#### TASK ITEM
From the entries, copy out every line in which the word "above" is found.

#### DATA IN THIS EXERCISE
· · · ·
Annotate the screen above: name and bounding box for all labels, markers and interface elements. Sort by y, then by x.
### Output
· · · ·
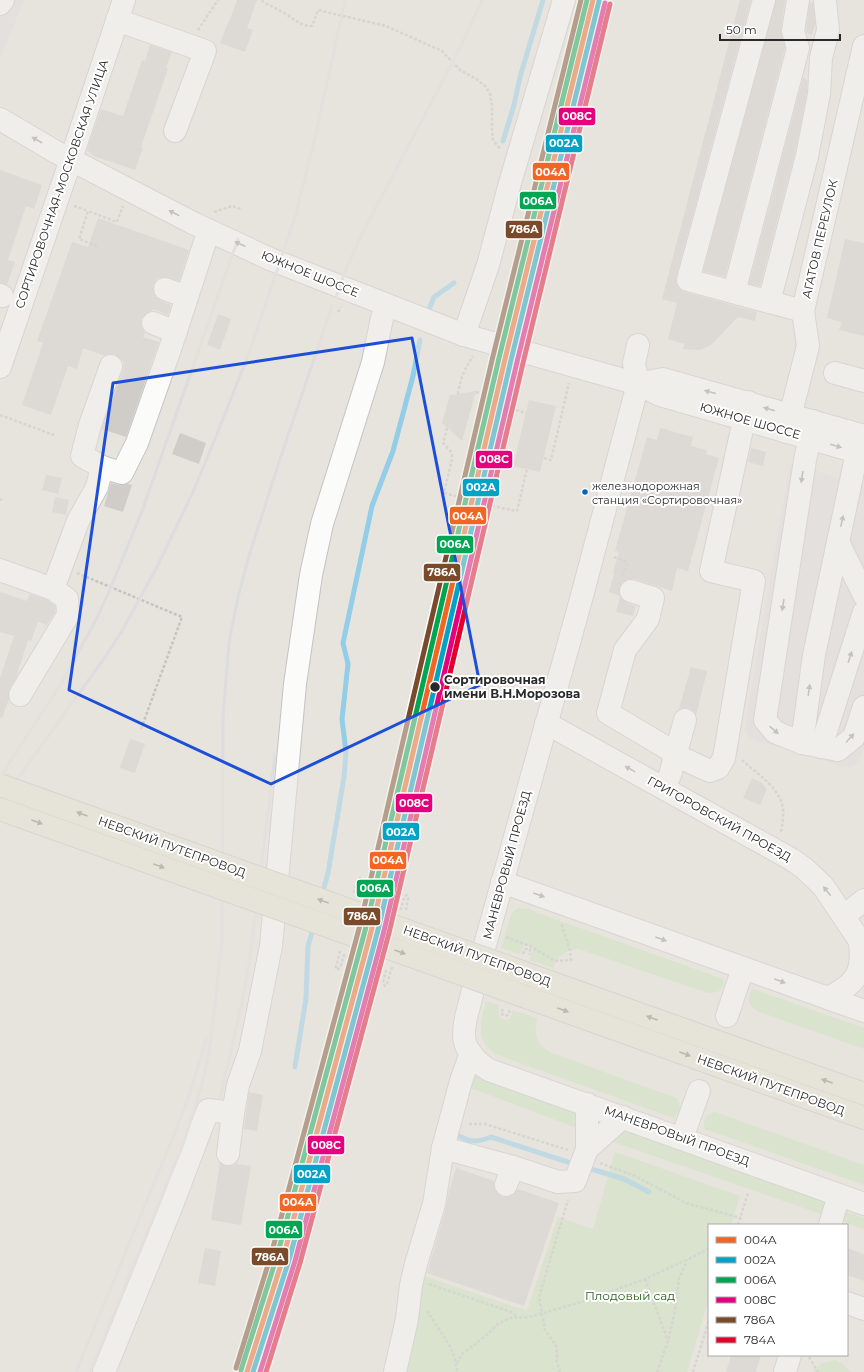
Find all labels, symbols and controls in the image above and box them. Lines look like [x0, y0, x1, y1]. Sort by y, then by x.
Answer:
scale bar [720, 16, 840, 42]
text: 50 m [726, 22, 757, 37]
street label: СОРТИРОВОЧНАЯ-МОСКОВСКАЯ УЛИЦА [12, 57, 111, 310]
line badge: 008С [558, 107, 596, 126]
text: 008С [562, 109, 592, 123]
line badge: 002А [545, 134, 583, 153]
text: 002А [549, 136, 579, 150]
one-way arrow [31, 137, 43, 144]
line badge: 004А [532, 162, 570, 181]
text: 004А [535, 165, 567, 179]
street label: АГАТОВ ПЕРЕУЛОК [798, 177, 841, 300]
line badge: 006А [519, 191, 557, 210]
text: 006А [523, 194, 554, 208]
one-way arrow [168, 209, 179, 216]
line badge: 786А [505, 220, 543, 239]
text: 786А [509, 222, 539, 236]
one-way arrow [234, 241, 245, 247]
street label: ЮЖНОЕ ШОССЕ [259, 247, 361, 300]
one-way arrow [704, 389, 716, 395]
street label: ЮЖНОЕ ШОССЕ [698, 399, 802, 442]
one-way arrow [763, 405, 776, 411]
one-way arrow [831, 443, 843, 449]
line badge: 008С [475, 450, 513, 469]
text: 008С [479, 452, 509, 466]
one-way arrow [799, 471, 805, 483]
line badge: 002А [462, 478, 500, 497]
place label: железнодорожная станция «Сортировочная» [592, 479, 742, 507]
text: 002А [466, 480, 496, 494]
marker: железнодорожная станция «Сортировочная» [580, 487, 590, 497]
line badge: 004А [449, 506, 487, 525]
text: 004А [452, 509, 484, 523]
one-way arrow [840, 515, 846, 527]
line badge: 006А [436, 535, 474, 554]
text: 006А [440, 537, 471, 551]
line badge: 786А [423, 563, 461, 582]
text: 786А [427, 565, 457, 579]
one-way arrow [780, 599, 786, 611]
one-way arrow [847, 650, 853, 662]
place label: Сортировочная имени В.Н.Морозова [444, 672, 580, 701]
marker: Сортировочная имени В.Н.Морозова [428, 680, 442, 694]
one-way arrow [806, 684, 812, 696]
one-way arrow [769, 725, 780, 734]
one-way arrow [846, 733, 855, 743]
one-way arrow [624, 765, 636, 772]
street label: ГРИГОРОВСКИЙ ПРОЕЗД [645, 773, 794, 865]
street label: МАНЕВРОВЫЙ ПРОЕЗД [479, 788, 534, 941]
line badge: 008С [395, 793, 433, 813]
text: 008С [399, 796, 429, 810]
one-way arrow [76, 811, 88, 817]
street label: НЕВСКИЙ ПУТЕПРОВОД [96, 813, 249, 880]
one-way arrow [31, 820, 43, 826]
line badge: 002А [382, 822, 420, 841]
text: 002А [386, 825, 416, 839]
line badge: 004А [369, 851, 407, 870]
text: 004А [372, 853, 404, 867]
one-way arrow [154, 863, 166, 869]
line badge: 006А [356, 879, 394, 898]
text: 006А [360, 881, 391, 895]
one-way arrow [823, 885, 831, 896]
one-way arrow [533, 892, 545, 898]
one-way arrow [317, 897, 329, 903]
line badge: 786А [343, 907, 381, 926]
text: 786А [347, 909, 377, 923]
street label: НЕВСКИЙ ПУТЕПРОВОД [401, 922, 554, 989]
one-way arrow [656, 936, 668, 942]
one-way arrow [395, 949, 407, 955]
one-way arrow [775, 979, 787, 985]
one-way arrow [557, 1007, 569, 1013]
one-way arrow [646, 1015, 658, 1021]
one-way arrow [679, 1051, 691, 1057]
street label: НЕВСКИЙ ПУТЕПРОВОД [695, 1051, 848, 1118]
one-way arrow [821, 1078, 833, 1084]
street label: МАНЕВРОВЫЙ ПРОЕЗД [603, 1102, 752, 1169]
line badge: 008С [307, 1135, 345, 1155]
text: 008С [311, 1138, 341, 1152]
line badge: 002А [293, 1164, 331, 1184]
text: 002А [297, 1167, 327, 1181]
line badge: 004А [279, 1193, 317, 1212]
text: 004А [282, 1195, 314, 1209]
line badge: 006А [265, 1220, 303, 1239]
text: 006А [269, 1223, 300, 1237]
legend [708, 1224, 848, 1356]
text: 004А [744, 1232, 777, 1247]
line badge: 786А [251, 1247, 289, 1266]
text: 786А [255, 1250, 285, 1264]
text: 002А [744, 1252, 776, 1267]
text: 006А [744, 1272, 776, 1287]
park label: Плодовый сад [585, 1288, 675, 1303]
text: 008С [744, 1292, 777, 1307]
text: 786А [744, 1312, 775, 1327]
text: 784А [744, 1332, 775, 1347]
· · · ·
#### SOLVED PROBLEM
Annotate the screen above: name and bounding box for all labels, markers and interface elements. Sort by y, then by x.
Find all labels, symbols and controls in the image above and box them. Lines look like [x0, y0, x1, y1]. Sort by y, then by x.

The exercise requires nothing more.